La NASA alerte à nouveau sur la hausse de niveau des océans // NASA’s new alert on rising sea levels

Ce n’est pas une surprise : la NASA vient de confirmer que le niveau des océans à travers le monde a augmenté plus que prévu en 2024, l’année la plus chaude jamais enregistrée sur Terre. Sur son site web, l’Administration explique que  »l’augmentation de l’année dernière est due à un réchauffement inhabituel des océans, combiné à la fonte des eaux provenant des glaces sur Terre, comme les glaciers. »
Selon l’analyse effectuée par la NASA, qui surveille la montée des eaux grâce à l’imagerie satellite, leur niveau a augmenté de 0,59 cm en 2024, bien au-delà des 0,43 cm prévus par les scientifiques. Un chercheur du Jet Propulsion Laboratory a déclaré : « Chaque année est un peu différente, mais il est clair que le niveau des océans continue de monter, et que le rythme s’accélère.»
L’élévation du niveau des océans est l’une des conséquences du réchauffement climatique d’origine humaine, et ce niveau s’est élevé parallèlement à la hausse de la température moyenne à la surface de la Terre, un changement lui-même causé par les émissions de gaz à effet de serre.
Au cours des trois dernières décennies, de 1993 à 2023, le niveau moyen de la mer à l’échelle mondiale a augmenté d’environ 10 cm. Selon la NASA, ce phénomène est principalement dû à deux facteurs : la fonte des glaciers et des calottes polaires, qui augmente l’afflux d’eau douce dans les océans ; et la dilatation thermique des océans due à la hausse de la température de l’eau de mer. Ces dernières années, l’élévation du niveau de la mer était principalement due au premier facteur et, dans une moindre mesure, au second. Cependant, en 2024, la situation s’est inversée : les deux tiers de l’élévation du niveau de la mer provenaient de la dilatation thermique.

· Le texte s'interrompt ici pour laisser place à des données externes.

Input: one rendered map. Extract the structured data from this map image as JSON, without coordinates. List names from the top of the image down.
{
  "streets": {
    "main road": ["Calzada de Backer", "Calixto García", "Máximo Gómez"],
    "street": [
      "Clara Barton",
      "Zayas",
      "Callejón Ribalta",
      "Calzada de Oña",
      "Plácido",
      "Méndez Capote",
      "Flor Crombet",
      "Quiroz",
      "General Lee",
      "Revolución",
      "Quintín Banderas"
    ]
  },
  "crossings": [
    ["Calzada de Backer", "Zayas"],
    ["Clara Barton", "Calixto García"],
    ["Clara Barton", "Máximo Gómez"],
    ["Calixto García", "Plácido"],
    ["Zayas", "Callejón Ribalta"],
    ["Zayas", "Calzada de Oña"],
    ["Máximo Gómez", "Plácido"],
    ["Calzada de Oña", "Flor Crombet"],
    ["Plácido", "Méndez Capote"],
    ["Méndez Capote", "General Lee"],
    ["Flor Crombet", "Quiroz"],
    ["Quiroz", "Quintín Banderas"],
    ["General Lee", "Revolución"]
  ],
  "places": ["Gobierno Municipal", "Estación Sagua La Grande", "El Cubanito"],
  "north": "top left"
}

On peut lire dans la conclusion du rapport de la NASA : « L’année 2024 a été la plus chaude jamais enregistrée depuis le début de ces relevés en 1850. Le niveau de la mer devrait encore augmenter, car l’humanité continue d’émettre des gaz à effet de serre, menaçant de nombreuses habitées sur des îles ou le long des côtes. »

C’est au moment des tempêtes de grandes marées que les effets de la hausse de niveau des océans est visible sur les côtes, comme ici au nord de Royan (France)  [Photo: C. Grandpey]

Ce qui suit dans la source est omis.